Каждая современная «нация» проделала свой уникальный путь в истории. Хотя процесс складывания «наций» был общим для Европы в период формирования «национальных монархий», но национальное самосознание, при этом, не было универсальным, в каждой стране оно имело свои особенности. Поиск слагаемых элементов для каждого типа национального самосознания в разные эпохи остается актуальным научным вопросом по сей день.
Французский вариант становления национального единства афористично охарактеризовал Б. Гёне: «государство создает нацию». Тем самым он подчеркивал первостепенную роль политического фактора в формировании французской нации, конкретно – главенствующую роль Французского королевства и персоны монарха как общепринятых коллективных ценностей2. В этом смысле французов следует отнести к типу «политических наций», где государство играло роль объединяющего фактора, создающего общие ценности и культивирующего чувство общности, скрепленное культурными кодами как опорой национального самосознания3.
Динамику этому процессу придавало «встречное движение»: не только государство было кровно заинтересовано в формировании у подданных осознания, что они единая «нация», как в прочной опоре процесса централизации, но и люди обратили свои чувства на государство как на объединяющую ценность.

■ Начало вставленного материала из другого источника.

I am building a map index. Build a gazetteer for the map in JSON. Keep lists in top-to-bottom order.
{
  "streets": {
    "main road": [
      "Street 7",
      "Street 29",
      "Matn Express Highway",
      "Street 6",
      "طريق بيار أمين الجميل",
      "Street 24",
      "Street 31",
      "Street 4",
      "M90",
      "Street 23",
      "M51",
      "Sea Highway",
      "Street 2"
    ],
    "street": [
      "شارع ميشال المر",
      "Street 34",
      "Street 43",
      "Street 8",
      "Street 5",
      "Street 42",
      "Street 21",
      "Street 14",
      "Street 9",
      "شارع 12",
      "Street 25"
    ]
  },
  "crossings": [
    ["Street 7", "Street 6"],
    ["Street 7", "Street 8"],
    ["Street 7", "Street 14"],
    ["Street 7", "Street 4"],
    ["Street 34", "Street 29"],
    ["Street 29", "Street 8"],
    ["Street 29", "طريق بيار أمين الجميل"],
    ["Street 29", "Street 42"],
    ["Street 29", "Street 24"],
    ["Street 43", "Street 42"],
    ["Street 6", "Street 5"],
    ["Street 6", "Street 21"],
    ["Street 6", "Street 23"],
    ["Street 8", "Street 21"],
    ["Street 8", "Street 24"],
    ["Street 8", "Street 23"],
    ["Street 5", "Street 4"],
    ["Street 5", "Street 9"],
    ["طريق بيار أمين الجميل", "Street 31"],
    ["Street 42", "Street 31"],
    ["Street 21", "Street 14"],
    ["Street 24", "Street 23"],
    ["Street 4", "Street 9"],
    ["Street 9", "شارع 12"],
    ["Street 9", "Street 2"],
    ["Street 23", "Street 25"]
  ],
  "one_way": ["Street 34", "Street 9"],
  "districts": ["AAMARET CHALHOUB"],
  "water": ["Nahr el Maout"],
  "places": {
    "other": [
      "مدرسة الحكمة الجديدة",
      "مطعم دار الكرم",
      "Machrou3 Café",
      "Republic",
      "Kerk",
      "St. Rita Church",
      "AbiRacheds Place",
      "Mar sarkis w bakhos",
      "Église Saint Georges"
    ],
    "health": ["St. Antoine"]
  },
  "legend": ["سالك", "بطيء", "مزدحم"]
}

Как образно заметил Дж. Стрейер, «государство существует только в сердцах и в головах граждан, и если они не верят в его существование, никакая сила или логика не вдохнет в него жизнь»4. Убедив французов, что они составляют «естественную общность», государство во Франции обрело в этом факторе политическую устойчивость и получило новый импульс развития. Этого нельзя было добиться никаким «легальным насилием», даже духовным, включая умелую и красочную пропаганду. Люди сами должны были захотеть жить вместе, добровольно принять «условия игры». Следовательно, за успехами централизации и консолидации, за длящимися во времени монархическими институтами проглядывает осознанный выбор людей в пользу этого процесса. Так во Франции происходит соединение «нации» и «государства», этнического и политического компонентов, а на авансцену выходит новое явление – чувство национальной гордости, сублимирующее общественный договор.
Как и повсюду в Европе, во Франции в период классического Средневековья господствуют идеологемы «богоизбранности» французского народа, «Франции как земли обетованной» и т. д. Но, – и в этом ее отличие от других стран, – объектом национальной гордости становится не только персона короля, окруженного ореолом превосходства над другими монархами, но и возникающие монархические институты, которые начинают играть «первую скрипку» в пропаганде национальной исключительности. А на стратегии утверждения французской национальной идентичности определяющее влияние стали оказывать служители короны, прежде всего юристы, со своими специфическими представлениями об общем благе и ценностными ориентирами.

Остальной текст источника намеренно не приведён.